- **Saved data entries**
------
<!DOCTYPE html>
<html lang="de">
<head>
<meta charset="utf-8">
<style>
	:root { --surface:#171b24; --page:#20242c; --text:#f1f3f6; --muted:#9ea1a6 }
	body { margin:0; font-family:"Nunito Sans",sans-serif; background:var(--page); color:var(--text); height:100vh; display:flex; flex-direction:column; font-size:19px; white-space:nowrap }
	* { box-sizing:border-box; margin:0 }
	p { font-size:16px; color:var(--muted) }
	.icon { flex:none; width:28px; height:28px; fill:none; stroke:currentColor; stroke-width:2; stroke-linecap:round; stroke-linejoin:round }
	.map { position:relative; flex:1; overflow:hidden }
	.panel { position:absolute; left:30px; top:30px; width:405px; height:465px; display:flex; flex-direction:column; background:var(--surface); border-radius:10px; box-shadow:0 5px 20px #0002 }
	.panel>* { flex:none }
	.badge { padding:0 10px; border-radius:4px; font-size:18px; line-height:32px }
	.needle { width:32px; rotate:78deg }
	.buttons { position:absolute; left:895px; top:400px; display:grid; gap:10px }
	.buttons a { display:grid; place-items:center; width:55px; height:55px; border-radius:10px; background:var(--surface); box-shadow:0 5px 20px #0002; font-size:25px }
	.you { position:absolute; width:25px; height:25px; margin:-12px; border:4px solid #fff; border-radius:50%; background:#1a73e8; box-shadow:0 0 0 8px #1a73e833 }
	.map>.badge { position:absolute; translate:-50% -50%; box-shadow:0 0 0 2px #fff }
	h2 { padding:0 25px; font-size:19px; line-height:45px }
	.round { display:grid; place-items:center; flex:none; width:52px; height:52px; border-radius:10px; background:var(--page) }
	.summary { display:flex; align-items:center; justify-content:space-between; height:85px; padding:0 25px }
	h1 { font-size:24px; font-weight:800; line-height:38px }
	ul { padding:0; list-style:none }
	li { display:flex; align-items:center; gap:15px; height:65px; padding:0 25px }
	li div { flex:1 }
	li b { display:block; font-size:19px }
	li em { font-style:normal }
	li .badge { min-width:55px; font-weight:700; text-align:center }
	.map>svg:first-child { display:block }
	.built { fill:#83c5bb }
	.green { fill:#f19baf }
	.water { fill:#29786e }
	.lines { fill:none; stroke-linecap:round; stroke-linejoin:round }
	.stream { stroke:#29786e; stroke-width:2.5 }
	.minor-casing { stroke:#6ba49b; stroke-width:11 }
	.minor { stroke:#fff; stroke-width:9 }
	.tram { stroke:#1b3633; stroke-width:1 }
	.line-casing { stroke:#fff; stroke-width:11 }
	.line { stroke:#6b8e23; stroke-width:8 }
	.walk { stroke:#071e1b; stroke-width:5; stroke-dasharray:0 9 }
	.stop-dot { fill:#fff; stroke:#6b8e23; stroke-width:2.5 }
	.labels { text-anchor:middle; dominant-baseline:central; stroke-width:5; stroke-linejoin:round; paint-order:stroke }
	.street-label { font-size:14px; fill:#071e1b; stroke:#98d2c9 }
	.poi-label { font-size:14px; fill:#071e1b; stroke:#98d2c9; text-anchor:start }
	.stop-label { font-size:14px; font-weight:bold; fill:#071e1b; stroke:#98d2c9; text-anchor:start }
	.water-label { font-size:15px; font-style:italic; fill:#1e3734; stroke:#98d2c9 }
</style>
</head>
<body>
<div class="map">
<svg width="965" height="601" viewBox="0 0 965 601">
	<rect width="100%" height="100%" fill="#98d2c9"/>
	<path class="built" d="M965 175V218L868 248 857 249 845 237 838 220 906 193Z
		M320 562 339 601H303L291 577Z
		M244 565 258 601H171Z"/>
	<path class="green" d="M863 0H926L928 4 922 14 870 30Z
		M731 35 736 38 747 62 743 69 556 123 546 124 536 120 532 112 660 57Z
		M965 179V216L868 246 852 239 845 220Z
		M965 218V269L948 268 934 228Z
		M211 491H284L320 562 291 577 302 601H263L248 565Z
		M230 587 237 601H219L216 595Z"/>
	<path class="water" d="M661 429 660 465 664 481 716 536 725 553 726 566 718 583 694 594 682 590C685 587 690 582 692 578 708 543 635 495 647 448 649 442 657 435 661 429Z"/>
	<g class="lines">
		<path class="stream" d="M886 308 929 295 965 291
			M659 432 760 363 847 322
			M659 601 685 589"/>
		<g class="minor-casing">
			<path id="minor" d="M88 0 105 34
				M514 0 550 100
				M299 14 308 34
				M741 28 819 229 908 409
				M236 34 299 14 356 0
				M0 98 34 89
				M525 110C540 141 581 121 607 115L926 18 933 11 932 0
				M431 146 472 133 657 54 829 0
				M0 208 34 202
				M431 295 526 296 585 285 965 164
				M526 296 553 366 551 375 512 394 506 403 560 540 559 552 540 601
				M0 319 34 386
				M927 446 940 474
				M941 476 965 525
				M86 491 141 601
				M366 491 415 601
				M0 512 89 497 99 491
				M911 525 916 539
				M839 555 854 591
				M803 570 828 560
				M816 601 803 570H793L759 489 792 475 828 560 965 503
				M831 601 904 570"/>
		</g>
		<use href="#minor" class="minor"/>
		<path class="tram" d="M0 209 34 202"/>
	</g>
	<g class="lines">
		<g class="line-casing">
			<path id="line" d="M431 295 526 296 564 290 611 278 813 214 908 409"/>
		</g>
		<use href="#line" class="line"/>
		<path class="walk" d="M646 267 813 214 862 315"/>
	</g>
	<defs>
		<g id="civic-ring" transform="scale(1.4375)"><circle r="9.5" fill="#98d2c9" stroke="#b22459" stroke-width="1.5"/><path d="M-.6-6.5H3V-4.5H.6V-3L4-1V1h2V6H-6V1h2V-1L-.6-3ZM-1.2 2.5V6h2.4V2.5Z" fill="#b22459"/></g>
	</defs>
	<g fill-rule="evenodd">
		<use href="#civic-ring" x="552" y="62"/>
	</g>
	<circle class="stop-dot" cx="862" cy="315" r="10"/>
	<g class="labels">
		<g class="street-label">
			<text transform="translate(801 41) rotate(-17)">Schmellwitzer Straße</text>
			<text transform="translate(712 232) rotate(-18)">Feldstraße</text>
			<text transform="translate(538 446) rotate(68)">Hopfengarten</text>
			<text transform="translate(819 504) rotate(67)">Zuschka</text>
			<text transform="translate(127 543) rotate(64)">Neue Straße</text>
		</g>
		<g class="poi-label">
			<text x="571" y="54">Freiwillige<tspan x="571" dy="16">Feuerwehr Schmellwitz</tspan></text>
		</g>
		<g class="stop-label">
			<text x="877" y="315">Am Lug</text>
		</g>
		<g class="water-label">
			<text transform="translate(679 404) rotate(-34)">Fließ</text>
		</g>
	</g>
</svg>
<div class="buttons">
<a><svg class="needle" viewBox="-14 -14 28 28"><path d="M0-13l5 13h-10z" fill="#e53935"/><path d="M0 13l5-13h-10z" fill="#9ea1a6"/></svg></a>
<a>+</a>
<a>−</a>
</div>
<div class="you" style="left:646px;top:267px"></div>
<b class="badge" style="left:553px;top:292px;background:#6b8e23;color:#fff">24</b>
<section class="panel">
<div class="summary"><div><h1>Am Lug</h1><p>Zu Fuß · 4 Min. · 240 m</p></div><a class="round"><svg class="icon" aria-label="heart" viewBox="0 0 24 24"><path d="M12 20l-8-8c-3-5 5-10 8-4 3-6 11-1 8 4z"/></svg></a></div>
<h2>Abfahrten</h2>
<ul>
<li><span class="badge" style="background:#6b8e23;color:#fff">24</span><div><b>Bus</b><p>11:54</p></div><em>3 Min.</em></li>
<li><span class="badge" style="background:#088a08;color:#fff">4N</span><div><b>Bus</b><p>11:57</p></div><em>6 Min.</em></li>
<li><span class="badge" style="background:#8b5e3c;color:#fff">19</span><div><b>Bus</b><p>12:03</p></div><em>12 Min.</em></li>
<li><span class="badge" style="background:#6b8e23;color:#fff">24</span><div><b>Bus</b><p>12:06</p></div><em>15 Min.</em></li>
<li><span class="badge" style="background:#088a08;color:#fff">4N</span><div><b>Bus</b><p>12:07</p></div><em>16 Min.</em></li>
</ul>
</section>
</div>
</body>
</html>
------
Show all lines in the entries above where the string "built" appears.

	.built { fill:#83c5bb }
	<path class="built" d="M965 175V218L868 248 857 249 845 237 838 220 906 193Z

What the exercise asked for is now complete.